Burundi-Rwanda : opposé à la guerre, Ndayishimiye tend la main à Kagame
Les relations Burundi-Rwanda sont toujours tendues, avec des accusations réciproques de soutien aux rebelles (Red Tabara pour le Burundi, M23 pour le Rwanda) et de planification d'attaques, le président burundais Évariste Ndayishimiye, opposé à la guerre, cherche la voie du dialogue pour désamorcer le conflit avec Paul Kagame, plaidant pour l'extradition de combattants pour rétablir la paix, tout en affirmant vouloir résoudre les différends pacifiquement, même si Kigali dément et accuse Bujumbura de militariser l'Est du Congo.

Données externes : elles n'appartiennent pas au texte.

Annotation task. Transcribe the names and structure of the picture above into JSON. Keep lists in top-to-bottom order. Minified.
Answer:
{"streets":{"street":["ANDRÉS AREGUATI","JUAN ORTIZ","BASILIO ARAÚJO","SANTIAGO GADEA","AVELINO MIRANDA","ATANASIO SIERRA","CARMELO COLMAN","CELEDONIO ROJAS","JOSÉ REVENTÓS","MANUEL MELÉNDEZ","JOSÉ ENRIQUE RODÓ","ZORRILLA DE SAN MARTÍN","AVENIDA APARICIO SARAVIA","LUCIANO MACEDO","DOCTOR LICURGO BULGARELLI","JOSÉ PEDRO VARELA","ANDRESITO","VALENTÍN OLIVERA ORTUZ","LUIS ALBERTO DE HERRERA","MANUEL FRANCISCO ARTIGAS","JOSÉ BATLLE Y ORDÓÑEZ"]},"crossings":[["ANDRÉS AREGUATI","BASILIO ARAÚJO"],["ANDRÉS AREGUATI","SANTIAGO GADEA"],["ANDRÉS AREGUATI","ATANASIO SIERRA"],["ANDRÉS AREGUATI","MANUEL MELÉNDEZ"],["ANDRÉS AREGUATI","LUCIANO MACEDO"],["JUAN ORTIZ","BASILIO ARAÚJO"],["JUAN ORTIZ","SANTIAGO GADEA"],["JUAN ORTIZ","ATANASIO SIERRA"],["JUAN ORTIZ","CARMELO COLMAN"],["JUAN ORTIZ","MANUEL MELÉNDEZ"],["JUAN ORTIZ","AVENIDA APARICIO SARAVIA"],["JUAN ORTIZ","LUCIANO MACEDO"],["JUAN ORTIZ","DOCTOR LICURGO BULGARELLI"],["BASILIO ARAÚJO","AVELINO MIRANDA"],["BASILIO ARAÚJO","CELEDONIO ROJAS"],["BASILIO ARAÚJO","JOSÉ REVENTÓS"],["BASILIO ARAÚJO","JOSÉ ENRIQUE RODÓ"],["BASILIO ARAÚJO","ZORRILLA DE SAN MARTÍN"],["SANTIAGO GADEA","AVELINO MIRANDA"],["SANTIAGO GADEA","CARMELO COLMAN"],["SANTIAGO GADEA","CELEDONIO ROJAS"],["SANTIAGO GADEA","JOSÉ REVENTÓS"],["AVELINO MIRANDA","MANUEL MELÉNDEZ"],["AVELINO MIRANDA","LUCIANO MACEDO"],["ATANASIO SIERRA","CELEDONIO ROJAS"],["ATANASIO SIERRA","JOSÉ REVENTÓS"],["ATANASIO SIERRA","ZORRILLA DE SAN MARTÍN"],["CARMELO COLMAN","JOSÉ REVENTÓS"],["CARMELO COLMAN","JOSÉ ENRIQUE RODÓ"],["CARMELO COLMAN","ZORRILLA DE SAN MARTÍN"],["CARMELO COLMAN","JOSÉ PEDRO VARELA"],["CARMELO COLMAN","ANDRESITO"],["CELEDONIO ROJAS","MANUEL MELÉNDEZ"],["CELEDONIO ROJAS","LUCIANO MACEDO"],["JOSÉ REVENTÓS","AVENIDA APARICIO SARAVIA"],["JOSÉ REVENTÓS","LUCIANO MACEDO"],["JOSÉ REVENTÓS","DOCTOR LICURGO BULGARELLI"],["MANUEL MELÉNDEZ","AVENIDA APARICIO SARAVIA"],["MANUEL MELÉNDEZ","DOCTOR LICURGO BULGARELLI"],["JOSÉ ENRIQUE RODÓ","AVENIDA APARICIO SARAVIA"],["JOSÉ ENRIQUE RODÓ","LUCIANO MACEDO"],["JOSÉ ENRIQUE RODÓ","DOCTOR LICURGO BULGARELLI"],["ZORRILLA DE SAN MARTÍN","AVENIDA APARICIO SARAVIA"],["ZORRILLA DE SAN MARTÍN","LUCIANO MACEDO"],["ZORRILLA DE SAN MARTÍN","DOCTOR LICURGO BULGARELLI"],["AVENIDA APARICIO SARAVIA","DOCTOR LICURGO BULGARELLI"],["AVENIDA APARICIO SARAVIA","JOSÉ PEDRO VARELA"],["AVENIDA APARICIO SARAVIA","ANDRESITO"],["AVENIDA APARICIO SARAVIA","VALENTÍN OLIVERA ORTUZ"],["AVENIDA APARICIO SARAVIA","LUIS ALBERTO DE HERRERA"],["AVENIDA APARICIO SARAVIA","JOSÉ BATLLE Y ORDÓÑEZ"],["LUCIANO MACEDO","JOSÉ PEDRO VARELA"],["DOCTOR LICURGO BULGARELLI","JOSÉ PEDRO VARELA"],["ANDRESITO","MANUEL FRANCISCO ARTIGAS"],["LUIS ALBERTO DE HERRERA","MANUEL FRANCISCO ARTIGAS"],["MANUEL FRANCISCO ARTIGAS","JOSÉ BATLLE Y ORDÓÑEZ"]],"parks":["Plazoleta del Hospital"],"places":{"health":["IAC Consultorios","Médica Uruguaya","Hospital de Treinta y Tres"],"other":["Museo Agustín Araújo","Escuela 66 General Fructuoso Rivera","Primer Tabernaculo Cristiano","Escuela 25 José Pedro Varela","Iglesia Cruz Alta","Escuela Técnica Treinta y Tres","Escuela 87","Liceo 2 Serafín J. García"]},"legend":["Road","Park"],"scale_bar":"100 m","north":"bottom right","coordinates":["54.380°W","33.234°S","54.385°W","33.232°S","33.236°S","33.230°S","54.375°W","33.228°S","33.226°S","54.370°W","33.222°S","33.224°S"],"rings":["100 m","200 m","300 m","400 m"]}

Le jeudi 14 janvier 2026, le président burundais Évariste Ndayishimiye a, à l’occasion de la cérémonie d’échange de vœux avec le corps diplomatique et consulaire accrédité au Burundi, tendu la main au président Paul Kagame, l’appelant à rapatrier les responsables du mouvement Red Tabara exilés à Kigali, qu’il considère comme une menace pour la sécurité du Burundi.
"Nous n’avons pas rompu les relations, nous sommes restés ouverts au dialogue. Si le Rwanda a une revendication, qu’il nous le dise clairement, comme ça on pourra s’assoir autour de la table.
C’est ça que je demande toujours. « Est-ce que vous avez quelque chose à revendiquer chez nous » ? S’ils ont des revendications, ils peuvent les mettre sur table et discuter pour chercher une issue.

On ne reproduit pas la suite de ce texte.